- Born: 1931 (age 94–95) Jouybareh district, Isfahan, Imperial State of Iran
- Occupations: Businessman; Philanthropist; Entrepreneur;
- Years active: 1950s–present
- Known for: Pharmaceutical ventures in Iran and philanthropy
- Awards: President’s Award of Distinction (Israel, 2014);
- Website: jmahfar.com

= Jack Mahfar =

Iranian businessman and philanthropist (born 1931)

Jack Mahfar (born 1931) is a Swiss-Iranian businessman and philanthropist who works in pharmaceuticals.

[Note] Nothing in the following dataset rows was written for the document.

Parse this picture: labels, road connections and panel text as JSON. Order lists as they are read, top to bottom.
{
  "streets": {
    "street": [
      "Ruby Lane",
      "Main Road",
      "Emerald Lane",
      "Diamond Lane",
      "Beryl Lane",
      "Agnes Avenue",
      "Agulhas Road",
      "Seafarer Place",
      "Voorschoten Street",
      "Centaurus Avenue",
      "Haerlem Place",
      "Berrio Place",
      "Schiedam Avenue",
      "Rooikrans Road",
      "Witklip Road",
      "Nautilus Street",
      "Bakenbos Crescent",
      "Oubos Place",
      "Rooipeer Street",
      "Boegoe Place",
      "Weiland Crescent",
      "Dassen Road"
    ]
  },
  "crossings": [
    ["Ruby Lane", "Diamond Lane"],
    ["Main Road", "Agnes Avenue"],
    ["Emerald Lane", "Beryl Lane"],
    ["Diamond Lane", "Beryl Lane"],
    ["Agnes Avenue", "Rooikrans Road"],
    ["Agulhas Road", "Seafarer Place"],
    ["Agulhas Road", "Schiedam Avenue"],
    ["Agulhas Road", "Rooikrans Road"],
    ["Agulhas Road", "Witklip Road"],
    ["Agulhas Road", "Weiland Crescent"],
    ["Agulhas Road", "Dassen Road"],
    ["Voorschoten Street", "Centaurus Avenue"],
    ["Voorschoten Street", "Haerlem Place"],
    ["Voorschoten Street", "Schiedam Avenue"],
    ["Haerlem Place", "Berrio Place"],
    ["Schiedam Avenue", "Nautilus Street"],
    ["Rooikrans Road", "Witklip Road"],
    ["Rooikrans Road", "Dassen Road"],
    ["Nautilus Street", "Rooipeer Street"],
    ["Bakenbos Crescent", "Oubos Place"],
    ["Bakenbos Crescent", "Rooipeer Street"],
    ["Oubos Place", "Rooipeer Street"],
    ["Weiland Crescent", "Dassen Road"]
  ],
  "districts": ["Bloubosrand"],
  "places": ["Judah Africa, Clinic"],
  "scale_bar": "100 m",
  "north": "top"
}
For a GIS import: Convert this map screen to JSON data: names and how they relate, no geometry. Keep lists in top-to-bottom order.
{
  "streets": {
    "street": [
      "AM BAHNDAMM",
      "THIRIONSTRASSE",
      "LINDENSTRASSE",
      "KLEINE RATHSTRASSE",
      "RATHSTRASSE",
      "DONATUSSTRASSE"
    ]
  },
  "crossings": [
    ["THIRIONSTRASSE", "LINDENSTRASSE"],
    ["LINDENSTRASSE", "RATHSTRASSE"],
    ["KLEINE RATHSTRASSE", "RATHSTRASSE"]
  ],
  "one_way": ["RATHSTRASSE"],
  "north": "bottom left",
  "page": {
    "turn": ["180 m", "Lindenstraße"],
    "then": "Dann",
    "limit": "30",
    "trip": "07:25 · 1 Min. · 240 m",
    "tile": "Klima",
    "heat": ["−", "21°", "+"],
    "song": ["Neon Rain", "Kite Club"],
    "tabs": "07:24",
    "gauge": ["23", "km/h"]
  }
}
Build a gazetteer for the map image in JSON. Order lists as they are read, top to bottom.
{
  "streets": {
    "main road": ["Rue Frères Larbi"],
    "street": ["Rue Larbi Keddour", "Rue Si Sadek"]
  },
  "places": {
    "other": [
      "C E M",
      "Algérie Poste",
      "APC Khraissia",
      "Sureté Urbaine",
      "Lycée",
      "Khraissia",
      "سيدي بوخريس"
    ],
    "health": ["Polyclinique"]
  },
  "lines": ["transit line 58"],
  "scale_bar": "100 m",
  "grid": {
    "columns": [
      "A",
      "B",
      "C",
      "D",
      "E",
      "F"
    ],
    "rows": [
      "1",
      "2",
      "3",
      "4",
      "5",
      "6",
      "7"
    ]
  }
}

== Early life and education ==
Mahfar was born into a Jewish family in the Jouybareh district of Isfahan, an area historically known as the centre of Jewish life in Iran. He began his education at the Ayin School, a Christian missionary institution, before he continued at the Alliance High School and then later enrolling in the School of Literature. However, his studies were disrupted in 1948 when his family relocated their house to Tehran.

== Career ==
In Tehran, Mahfar worked at Rey Pharmacy, under Dr. Moussa Bral. He began his career as an apprentice in the pharmaceutical industry. He founded Mahfar Co., a firm that served as a local representative for foreign pharmaceutical entities, including Sweden-based Astra. The company produced medications under licensing agreements from European manufacturers.

Mahfar later proposed establishing a domestic pharmaceutical manufacturing facility to produce essential medicines locally, with the goal of reducing reliance on imports and improving affordability. Although the initiative gained support from foreign partners, it was ultimately abandoned following the Iranian Revolution of 1979.

Throughout his career, Mahfar contributed financially to the construction of schools, retirement homes, and employee housing. These philanthropic efforts were acknowledged by the Iranian Jewish representatives in parliaments and other government officials.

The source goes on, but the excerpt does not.